-- Data section follows --

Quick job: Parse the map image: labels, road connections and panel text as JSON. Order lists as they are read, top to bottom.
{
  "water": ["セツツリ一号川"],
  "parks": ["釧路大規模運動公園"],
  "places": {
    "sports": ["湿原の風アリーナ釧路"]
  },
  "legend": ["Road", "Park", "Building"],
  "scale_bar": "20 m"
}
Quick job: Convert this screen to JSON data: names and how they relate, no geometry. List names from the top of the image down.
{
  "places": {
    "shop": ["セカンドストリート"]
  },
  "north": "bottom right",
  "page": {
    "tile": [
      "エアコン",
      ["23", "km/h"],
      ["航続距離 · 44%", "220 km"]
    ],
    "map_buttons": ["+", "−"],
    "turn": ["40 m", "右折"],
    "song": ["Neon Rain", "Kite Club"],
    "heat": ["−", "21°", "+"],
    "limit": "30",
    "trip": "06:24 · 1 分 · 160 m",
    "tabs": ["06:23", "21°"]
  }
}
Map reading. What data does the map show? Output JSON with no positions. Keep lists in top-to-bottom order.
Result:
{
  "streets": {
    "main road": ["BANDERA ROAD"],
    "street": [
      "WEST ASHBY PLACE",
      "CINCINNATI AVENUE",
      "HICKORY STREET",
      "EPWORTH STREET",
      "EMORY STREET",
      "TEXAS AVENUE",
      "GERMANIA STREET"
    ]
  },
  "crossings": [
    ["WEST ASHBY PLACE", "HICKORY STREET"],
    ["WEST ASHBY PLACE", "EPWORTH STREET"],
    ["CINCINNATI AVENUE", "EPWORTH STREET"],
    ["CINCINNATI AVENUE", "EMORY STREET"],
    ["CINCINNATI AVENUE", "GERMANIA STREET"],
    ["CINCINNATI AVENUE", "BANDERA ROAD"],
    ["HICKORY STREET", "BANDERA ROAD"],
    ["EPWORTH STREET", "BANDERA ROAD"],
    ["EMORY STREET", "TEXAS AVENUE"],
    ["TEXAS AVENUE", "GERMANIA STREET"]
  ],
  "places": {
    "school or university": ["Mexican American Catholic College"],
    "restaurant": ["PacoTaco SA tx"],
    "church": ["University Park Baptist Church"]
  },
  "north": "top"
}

-- Data section concluded --

Work instructions:
An acceptable answer repeats every entry exactly, with nothing omitted.

Answer for this exercise:
Quick job: Parse the map image: labels, road connections and panel text as JSON. Order lists as they are read, top to bottom.
{
  "water": ["セツツリ一号川"],
  "parks": ["釧路大規模運動公園"],
  "places": {
    "sports": ["湿原の風アリーナ釧路"]
  },
  "legend": ["Road", "Park", "Building"],
  "scale_bar": "20 m"
}
Quick job: Convert this screen to JSON data: names and how they relate, no geometry. List names from the top of the image down.
{
  "places": {
    "shop": ["セカンドストリート"]
  },
  "north": "bottom right",
  "page": {
    "tile": [
      "エアコン",
      ["23", "km/h"],
      ["航続距離 · 44%", "220 km"]
    ],
    "map_buttons": ["+", "−"],
    "turn": ["40 m", "右折"],
    "song": ["Neon Rain", "Kite Club"],
    "heat": ["−", "21°", "+"],
    "limit": "30",
    "trip": "06:24 · 1 分 · 160 m",
    "tabs": ["06:23", "21°"]
  }
}
Map reading. What data does the map show? Output JSON with no positions. Keep lists in top-to-bottom order.
Result:
{
  "streets": {
    "main road": ["BANDERA ROAD"],
    "street": [
      "WEST ASHBY PLACE",
      "CINCINNATI AVENUE",
      "HICKORY STREET",
      "EPWORTH STREET",
      "EMORY STREET",
      "TEXAS AVENUE",
      "GERMANIA STREET"
    ]
  },
  "crossings": [
    ["WEST ASHBY PLACE", "HICKORY STREET"],
    ["WEST ASHBY PLACE", "EPWORTH STREET"],
    ["CINCINNATI AVENUE", "EPWORTH STREET"],
    ["CINCINNATI AVENUE", "EMORY STREET"],
    ["CINCINNATI AVENUE", "GERMANIA STREET"],
    ["CINCINNATI AVENUE", "BANDERA ROAD"],
    ["HICKORY STREET", "BANDERA ROAD"],
    ["EPWORTH STREET", "BANDERA ROAD"],
    ["EMORY STREET", "TEXAS AVENUE"],
    ["TEXAS AVENUE", "GERMANIA STREET"]
  ],
  "places": {
    "school or university": ["Mexican American Catholic College"],
    "restaurant": ["PacoTaco SA tx"],
    "church": ["University Park Baptist Church"]
  },
  "north": "top"
}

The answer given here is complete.